Eine Abmahnung am Arbeitsplatz ist immer ernst zu nehmen. Denn mit ihr macht der Arbeitgeber deutlich, dass er mit dem Arbeitsverhältnis nicht zufrieden ist, ihn etwas an dem abgemahnten Arbeitnehmer stört und er eine Änderung erwartet. Zudem kann eine Abmahnung der Vorbereitung einer späteren Kündigung, die sich auf einen personen‐ oder verhaltensbedingten Kündigungsgrund stützt, dienen. Selbst wenn der Arbeitgeber zum Zeitpunkt der Abmahnung noch gar nicht vorhat, Ihnen zu kündigen, kann eine Abmahnung eine wichtige Rolle in einem späteren Rechtsstreit um die Rechtmäßigkeit einer Kündigung spielen.
table of contents
- Was ist eine Abmahnung?
- Folgen der Abmahnung: Rechtfertigung der verhaltens‐ oder personenbedingten Kündigung
- Wie soll man als Arbeitnehmer auf eine Abmahnung reagieren?

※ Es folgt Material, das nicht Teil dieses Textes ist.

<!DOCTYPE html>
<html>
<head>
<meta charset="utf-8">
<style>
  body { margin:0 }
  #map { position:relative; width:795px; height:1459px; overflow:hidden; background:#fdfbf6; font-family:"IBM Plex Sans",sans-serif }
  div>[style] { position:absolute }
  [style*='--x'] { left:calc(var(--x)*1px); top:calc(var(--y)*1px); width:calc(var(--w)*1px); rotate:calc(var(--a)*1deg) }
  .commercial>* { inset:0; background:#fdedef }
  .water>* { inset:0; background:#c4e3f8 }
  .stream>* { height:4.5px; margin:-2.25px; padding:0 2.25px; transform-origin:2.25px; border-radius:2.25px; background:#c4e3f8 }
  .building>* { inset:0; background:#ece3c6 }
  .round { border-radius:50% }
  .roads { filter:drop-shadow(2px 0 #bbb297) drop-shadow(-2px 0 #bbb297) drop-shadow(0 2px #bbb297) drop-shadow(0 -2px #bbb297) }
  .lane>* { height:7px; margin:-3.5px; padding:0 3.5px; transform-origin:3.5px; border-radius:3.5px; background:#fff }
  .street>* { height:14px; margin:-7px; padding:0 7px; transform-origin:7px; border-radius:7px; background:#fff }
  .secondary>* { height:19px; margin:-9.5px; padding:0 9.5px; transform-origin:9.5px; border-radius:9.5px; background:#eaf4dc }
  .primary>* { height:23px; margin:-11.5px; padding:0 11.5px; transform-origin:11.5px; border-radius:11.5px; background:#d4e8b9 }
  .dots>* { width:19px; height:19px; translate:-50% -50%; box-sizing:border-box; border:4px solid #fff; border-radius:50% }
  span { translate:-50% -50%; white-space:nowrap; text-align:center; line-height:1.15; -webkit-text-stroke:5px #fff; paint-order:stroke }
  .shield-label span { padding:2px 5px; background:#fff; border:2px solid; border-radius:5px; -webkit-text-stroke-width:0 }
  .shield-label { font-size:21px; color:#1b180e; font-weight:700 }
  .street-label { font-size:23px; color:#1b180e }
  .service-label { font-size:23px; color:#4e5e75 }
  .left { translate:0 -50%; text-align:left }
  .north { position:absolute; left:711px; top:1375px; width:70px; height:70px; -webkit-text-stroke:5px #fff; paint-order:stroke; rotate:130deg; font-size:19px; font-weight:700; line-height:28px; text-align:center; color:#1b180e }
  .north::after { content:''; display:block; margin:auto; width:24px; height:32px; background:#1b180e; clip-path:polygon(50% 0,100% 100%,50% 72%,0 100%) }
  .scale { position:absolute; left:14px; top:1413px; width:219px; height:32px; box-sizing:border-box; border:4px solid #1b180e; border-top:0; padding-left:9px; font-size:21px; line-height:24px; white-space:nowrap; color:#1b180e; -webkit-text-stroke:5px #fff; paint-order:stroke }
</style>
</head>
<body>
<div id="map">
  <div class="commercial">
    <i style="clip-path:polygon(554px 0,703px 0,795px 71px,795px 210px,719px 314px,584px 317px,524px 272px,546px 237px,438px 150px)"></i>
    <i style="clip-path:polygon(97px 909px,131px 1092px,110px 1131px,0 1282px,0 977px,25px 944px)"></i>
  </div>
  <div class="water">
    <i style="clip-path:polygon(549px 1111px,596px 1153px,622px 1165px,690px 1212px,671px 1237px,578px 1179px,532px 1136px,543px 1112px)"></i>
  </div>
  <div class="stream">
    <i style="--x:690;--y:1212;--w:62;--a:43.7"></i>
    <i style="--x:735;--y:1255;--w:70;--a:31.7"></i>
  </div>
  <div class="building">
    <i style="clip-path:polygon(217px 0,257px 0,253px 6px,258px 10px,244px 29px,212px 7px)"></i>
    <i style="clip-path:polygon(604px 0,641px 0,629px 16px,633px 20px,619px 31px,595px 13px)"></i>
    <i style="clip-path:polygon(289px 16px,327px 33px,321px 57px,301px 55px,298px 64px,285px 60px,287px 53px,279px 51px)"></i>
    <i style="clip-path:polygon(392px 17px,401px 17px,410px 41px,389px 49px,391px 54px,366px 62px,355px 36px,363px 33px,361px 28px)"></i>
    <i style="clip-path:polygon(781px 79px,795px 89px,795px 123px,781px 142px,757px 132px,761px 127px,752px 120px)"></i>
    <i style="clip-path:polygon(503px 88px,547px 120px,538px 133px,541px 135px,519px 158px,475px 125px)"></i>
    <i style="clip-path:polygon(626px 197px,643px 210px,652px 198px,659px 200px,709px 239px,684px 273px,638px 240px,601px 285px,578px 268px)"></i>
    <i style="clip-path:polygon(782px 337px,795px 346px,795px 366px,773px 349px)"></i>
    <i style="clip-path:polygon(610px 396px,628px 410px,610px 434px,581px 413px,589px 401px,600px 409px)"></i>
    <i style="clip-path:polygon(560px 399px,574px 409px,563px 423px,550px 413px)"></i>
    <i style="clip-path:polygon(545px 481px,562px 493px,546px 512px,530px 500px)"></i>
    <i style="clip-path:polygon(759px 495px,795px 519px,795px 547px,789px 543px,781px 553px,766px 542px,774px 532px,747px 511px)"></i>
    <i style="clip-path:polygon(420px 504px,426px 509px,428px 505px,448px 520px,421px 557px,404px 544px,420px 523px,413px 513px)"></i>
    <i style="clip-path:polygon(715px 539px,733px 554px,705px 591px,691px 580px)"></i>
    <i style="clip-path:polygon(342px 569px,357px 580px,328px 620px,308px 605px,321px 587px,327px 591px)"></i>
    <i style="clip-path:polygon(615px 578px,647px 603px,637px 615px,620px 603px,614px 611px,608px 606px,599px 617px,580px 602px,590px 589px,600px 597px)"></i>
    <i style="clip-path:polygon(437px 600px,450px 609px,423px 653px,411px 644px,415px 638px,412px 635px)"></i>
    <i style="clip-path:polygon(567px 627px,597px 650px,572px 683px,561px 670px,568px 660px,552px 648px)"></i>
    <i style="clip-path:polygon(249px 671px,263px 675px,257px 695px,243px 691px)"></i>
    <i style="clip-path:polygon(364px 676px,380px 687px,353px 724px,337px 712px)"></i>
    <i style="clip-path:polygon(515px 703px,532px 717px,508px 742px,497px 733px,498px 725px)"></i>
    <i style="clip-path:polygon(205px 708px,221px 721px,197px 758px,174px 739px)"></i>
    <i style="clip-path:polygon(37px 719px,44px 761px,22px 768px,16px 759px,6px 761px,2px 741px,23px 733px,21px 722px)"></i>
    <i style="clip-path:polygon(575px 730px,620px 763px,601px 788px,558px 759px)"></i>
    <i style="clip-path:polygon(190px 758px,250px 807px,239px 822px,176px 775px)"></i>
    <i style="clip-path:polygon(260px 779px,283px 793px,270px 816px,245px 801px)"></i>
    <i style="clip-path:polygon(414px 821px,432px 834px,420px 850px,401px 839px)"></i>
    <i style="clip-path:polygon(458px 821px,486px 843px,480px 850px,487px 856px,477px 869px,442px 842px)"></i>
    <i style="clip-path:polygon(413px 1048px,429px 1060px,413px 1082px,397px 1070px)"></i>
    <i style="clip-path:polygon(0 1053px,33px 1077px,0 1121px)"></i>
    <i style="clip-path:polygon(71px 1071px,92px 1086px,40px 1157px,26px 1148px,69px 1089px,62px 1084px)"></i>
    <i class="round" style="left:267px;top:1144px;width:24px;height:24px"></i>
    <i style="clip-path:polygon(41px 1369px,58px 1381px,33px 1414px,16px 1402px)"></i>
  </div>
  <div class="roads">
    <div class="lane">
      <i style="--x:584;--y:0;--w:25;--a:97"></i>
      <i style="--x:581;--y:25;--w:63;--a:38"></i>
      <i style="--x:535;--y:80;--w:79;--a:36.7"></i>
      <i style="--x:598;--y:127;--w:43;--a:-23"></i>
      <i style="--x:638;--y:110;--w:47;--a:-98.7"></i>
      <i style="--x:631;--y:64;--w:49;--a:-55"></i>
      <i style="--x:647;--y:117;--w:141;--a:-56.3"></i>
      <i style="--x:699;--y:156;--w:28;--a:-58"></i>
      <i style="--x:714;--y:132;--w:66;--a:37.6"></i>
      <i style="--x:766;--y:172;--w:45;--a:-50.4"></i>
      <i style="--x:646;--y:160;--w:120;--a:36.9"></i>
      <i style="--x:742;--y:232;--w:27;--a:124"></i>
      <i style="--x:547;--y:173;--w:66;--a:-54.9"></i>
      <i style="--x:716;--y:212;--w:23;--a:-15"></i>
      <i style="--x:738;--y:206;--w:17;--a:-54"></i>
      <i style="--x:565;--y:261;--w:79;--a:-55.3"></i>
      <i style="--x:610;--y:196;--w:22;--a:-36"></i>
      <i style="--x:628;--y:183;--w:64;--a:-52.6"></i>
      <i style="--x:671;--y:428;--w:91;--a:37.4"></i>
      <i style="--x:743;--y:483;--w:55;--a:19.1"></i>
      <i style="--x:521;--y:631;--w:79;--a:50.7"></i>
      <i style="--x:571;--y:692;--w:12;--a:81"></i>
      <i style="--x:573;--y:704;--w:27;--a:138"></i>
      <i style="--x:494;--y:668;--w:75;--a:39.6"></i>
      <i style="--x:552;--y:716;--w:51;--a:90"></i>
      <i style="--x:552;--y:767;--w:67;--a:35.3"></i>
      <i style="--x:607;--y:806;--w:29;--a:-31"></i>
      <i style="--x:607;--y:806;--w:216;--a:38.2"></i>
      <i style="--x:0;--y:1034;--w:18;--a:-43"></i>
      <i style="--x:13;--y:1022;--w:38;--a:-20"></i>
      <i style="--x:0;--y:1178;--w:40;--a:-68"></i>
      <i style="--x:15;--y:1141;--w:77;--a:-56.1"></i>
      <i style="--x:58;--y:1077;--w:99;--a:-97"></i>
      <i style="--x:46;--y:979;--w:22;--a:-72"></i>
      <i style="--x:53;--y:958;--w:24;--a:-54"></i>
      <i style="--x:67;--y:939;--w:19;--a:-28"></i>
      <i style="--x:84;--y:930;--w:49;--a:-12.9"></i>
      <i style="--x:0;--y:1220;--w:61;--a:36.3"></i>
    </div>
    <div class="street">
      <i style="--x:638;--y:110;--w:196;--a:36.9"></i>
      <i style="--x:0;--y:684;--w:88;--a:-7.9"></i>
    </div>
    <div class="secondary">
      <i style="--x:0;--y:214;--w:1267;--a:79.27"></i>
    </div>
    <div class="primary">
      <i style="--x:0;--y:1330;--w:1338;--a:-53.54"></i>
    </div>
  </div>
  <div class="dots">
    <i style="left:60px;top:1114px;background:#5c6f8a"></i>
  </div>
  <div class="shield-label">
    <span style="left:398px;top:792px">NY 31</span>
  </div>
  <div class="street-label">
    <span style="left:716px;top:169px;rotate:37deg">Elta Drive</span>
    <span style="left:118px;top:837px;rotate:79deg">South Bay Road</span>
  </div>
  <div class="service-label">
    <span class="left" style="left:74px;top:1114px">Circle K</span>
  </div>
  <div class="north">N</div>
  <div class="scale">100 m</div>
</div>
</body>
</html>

- Rekonstruieren Sie den Sachverhalt
- sichern Sie entlastende Beweise
- Anspruch auf Gegendarstellung in Personalakte
- Das persönliche Gespräch mit dem Vorgesetzten suchen
- Beschwerde beim Betriebsrat einreichen
- Klage auf Entfernung der Abmahnung aus der Personalakte
- Fazit
Was ist eine Abmahnung?
Ob es sich bei einer bestimmten Äußerung des Arbeitgebers um eine Abmahnung handelt, ist manchmal gar nicht so einfach festzustellen. Denn sie unterliegt keinen strengen Formvorschriften. Sie kann sogar mündlich erteilt werden. Allerdings trägt der Arbeitgeber in einem späteren Kündigungsschutzprozess die volle Beweislast. Er muss beweisen, dass die Abmahnung erteilt wurde, der Arbeitnehmer die Erklärung empfangen hat und welchen Inhalt sie hatte. Allein aus diesem Grund werden Abmahnungen in der Regel schriftlich erteilt. Auf diesem Wege soll auch sichergestellt werden, dass der Arbeitnehmer die Abmahnung ernst nimmt.
Hinweis und Warnung
Mit einer Abmahnung wird der Verstoß des Arbeitnehmers gegen eine arbeitsvertragliche Pflicht abgemahnt. Zusätzlich wird angedroht, dass bei erneuter Pflichtverletzung das Arbeitsverhältnis gekündigt wird. Ohne eine ausdrückliche Mahnung, dass bei Wiederholung des beanstandeten Verhaltens mit der Kündigung bzw. „arbeitsrechtlichen Konsequenzten” zu rechnen ist, handelt es sich um keine Abmahnung, mit der eine Kündigung vorbereitet werden kann. Eine schriftliche Abmahnung wird deshalb in der Regel recht einfach als Abmahnung zu erkennen sein.
Das Bundesarbeitsgericht lässt es auch ausreichen, wenn in der Abmahnung „arbeitsrechtliche Konsequenzen“ angedroht werden.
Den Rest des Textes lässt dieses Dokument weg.